I. Statement of Mission
To call this a “statement of mission” is to make a double-entendre. While on the surface, this will function in the conventional sense as a corporate declaration of purpose, in the context of a new vision for the Christian Church, the different connotations of the word “mission” already begin to make a statement: the mission of the Church is to be missional. The first step in realizing the nature of this mission is to recognize in both the election of the nation of Israel in the Old Testament and that of the disciples of Christ in the New Testament, election was not implied as an end in itself, but as a means toward a wider end: God’s plan of restoring and reconciling all his creation.
To put it more concretely, we can begin to define the Church’s mission, in the words of the mission theology of the Church of the Brethren, as “ a word of hope to all peoples. The church exists primarily for others…so that all might live toward God’s
shalom, experiencing power and redemption in an ever-widening covenant community.”
Within this community, it is important to promote the fact that all members of the Church are ministers of Christ who play a role in sharing the good news of Jesus Christ with others and inviting others to take part in the faith community.
In the specific context of the Church that is being developed and cultivated in my own community, we will develop our ecclesiology by emphasizing and appropriating this emphasis on a relational faith community. As a congregation with no building or boundary, our identity will be defined by our commitment to form, foster, and dwell in Christ-centered relationships with others. To this end, our hope is, as Stanley Hauerwas puts it, “to be faithful to the kingdom by showing the world what it means to be a community of peace.” We recognize our community as one “that God has made…ecclesially homeless,” and thus, “we can only pray [that this] will be the beginning of a unity, as John Howard Yoder would put it, from the bottom up.”
In this community, we place a value on addressing and welcoming the “other” into our midst because of our firm conviction that all people are God’s children. Our mission is to move from a preoccupation with homogeneity that is idolatrous toward a fuller engagement of otherness through which God mediates new life.

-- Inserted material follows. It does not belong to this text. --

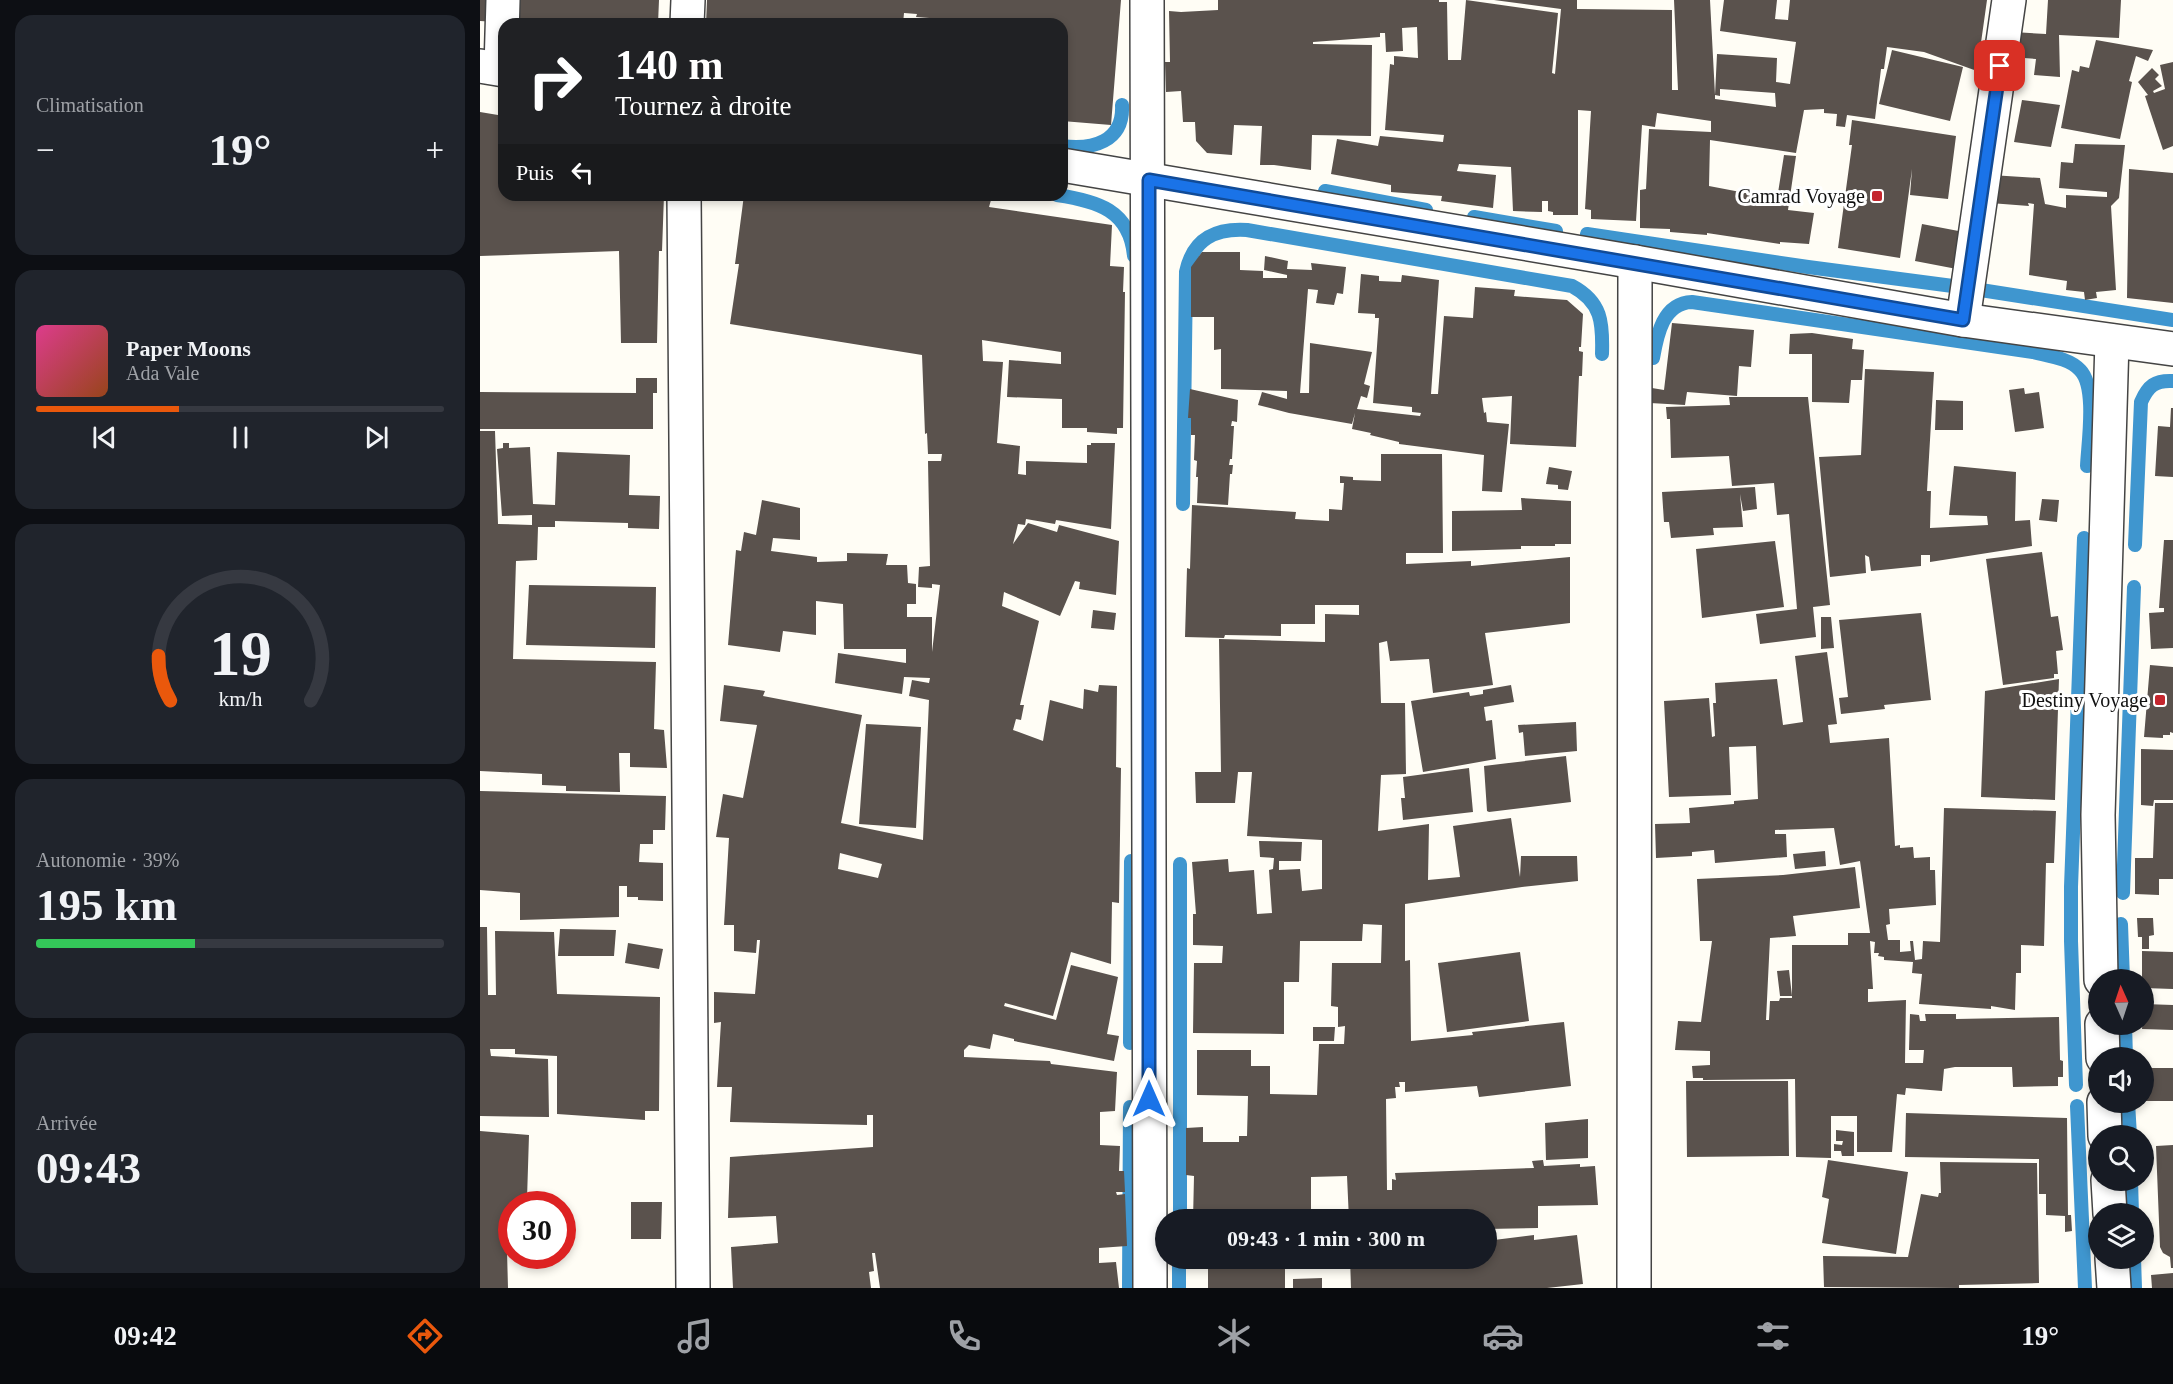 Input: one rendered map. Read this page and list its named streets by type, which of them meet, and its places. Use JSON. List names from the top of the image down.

As the mission of Paul brought the gospel of Christ to the Gentile “other,” we seek to continue that process by committing ourselves to openness and vigilance in seeking out the opportunities God sets before us. We intend to take our location and cultural context very seriously, and to address the plurality of perspectives through conversation and openness to questions. In our gatherings, our goal is to cultivate and empower this dialogical awareness and engagement in order to equip each member for their own unique ministerial task. We seek to be a congregational community of the loved, so that we may actively and lovingly engage the world around us in our everyday ministry.

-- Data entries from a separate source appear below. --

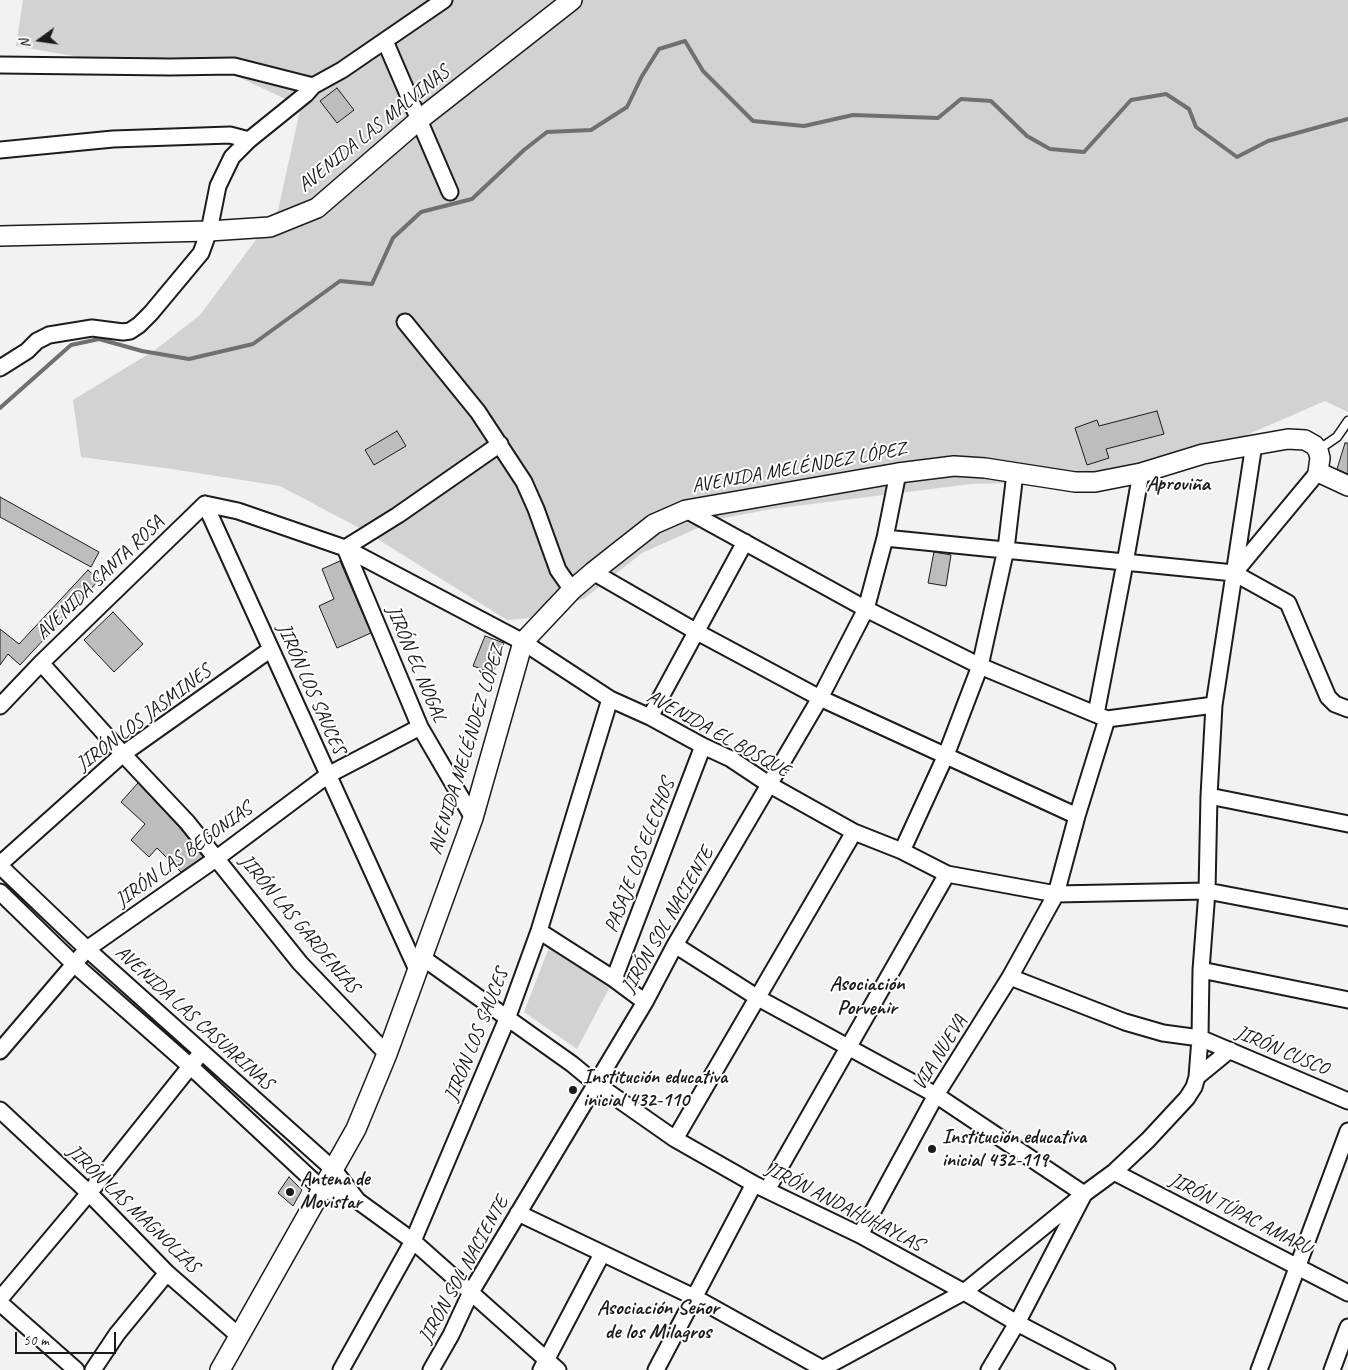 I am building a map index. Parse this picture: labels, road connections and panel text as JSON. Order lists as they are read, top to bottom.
{
  "streets": {
    "street": [
      "AVENIDA LAS MALVINAS",
      "AVENIDA MELÉNDEZ LÓPEZ",
      "AVENIDA SANTA ROSA",
      "JIRÓN EL NOGAL",
      "JIRÓN LOS SAUCES",
      "JIRÓN LOS JASMINES",
      "AVENIDA EL BOSQUE",
      "JIRÓN LAS BEGONIAS",
      "PASAJE LOS ELECHOS",
      "JIRÓN SOL NACIENTE",
      "JIRÓN LAS GARDENIAS",
      "AVENIDA LAS CASUARINAS",
      "JIRÓN CUSCO",
      "VIA NUEVA",
      "JIRÓN ANDAHUHAYLAS",
      "JIRÓN LAS MAGNOLIAS",
      "JIRÓN TÚPAC AMARU"
    ]
  },
  "crossings": [
    ["AVENIDA MELÉNDEZ LÓPEZ", "JIRÓN EL NOGAL"],
    ["AVENIDA MELÉNDEZ LÓPEZ", "JIRÓN LOS SAUCES"],
    ["AVENIDA MELÉNDEZ LÓPEZ", "AVENIDA EL BOSQUE"],
    ["AVENIDA MELÉNDEZ LÓPEZ", "JIRÓN SOL NACIENTE"],
    ["AVENIDA MELÉNDEZ LÓPEZ", "JIRÓN LAS GARDENIAS"],
    ["AVENIDA MELÉNDEZ LÓPEZ", "AVENIDA LAS CASUARINAS"],
    ["AVENIDA MELÉNDEZ LÓPEZ", "VIA NUEVA"],
    ["AVENIDA MELÉNDEZ LÓPEZ", "JIRÓN LAS MAGNOLIAS"],
    ["AVENIDA SANTA ROSA", "JIRÓN LOS SAUCES"],
    ["AVENIDA SANTA ROSA", "AVENIDA EL BOSQUE"],
    ["AVENIDA SANTA ROSA", "JIRÓN LAS GARDENIAS"],
    ["JIRÓN EL NOGAL", "AVENIDA EL BOSQUE"],
    ["JIRÓN EL NOGAL", "JIRÓN LAS BEGONIAS"],
    ["JIRÓN LOS SAUCES", "JIRÓN LOS JASMINES"],
    ["JIRÓN LOS SAUCES", "AVENIDA EL BOSQUE"],
    ["JIRÓN LOS SAUCES", "JIRÓN LAS BEGONIAS"],
    ["JIRÓN LOS SAUCES", "AVENIDA LAS CASUARINAS"],
    ["JIRÓN LOS SAUCES", "JIRÓN ANDAHUHAYLAS"],
    ["JIRÓN LOS JASMINES", "JIRÓN LAS GARDENIAS"],
    ["JIRÓN LOS JASMINES", "AVENIDA LAS CASUARINAS"],
    ["AVENIDA EL BOSQUE", "PASAJE LOS ELECHOS"],
    ["AVENIDA EL BOSQUE", "JIRÓN SOL NACIENTE"],
    ["AVENIDA EL BOSQUE", "VIA NUEVA"],
    ["JIRÓN LAS BEGONIAS", "JIRÓN LAS GARDENIAS"],
    ["JIRÓN LAS BEGONIAS", "AVENIDA LAS CASUARINAS"],
    ["JIRÓN SOL NACIENTE", "AVENIDA LAS CASUARINAS"],
    ["JIRÓN SOL NACIENTE", "JIRÓN ANDAHUHAYLAS"],
    ["JIRÓN CUSCO", "VIA NUEVA"],
    ["VIA NUEVA", "JIRÓN ANDAHUHAYLAS"]
  ],
  "districts": ["Aproviña", "Asociación Porvenir", "Asociación Señor de los Milagros"],
  "places": ["Institución educativa inicial 432-110", "Institución educativa inicial 432-119", "Antena de Movistar"],
  "scale_bar": "50 m",
  "north": "left"
}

Within our cultural situation, we recognize and sympathize with the view point of postmodern thought. We take seriously the fact that many, if not most, of those in the community we feel called to reach harbor suspicions of authority–especially with regard to the dogmatic exclusivism of many who claim to represent the Christian faith but have served only to further marginalize, rather than embrace, many within our community. In this sense, we endeavor to be a deconstructive Church; to deconstruct the very vocabulary of our faith in order to better understand and live our identity. We must engage the marginalized in dialogue, and humbly subject ourselves to their perspectives and criticisms so that we can undertake the task of deconstruction in solidarity with them, and only then begin to reclaim the true and full meaning of “church.” Deconstruction in this sense is a community-centered act of interpretation, wherein we open ourselves to marginalized interpretations of the context in which we live, and then establish a community of interpreters of the scriptures, and from there, of the life we are called to live in faith.

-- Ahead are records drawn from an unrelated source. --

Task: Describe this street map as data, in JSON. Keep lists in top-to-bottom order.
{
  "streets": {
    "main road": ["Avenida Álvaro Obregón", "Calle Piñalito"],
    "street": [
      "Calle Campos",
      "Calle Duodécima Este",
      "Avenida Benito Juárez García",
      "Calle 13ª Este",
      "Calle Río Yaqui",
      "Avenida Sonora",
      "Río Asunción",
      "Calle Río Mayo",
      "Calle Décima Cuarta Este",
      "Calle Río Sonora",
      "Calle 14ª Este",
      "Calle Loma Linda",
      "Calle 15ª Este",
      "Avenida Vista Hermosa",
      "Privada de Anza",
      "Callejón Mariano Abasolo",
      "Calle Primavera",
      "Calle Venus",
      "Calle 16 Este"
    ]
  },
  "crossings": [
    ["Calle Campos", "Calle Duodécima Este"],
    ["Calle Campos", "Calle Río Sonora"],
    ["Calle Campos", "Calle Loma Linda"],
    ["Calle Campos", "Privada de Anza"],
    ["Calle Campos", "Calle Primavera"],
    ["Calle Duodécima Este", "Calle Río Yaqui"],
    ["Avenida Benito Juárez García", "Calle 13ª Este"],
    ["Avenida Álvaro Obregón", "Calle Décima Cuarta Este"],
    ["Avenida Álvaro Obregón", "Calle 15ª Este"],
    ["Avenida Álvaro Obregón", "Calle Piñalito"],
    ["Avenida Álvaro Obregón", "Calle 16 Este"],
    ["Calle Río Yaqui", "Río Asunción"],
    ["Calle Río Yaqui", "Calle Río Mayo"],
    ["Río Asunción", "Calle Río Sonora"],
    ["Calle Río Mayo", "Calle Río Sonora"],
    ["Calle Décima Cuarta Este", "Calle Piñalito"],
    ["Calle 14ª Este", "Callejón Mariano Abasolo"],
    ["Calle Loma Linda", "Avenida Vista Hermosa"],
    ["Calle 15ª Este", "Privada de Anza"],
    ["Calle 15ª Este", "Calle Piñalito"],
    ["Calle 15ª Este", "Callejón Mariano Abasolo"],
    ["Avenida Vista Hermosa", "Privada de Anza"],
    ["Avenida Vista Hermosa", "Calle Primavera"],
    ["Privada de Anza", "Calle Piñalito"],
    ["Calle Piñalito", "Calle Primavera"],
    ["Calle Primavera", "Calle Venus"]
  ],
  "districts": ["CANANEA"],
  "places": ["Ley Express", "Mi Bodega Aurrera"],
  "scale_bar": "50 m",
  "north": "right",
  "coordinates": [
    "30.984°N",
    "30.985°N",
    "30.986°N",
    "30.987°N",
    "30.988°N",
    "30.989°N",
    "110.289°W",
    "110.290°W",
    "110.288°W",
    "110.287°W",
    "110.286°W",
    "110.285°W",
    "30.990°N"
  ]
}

With Derrida, we affirm that “there is nothing outside the text,” so that we can proceed to deconstruct our own interpretive worldview and determine which text is guiding and shaping our identity: that of the Bible, or those of the secular consumerist world.
II. Biblical and Theological Foundations
When Jesus instructed his disciples to go among the nations and continue making disciples, they became a faith community centered on the gospel message that they had received God’s love and shared this love and salvation by cultivating and engaging practices of reconciliation, forgiveness and ministering to the needy and the marginalized people among them.
In this sense, faith is seen not merely as a two-way affair between us and God, but rather a three-way (or trinitarian) engagement with both God and our neighbor.
This can be emphasized by a Christocentric ecclesiology instead of a Church-centered ecclesiology; the tiny seed of true ecumenical unity can only be rooted in the mutual recognition that our existence is centered in Christ.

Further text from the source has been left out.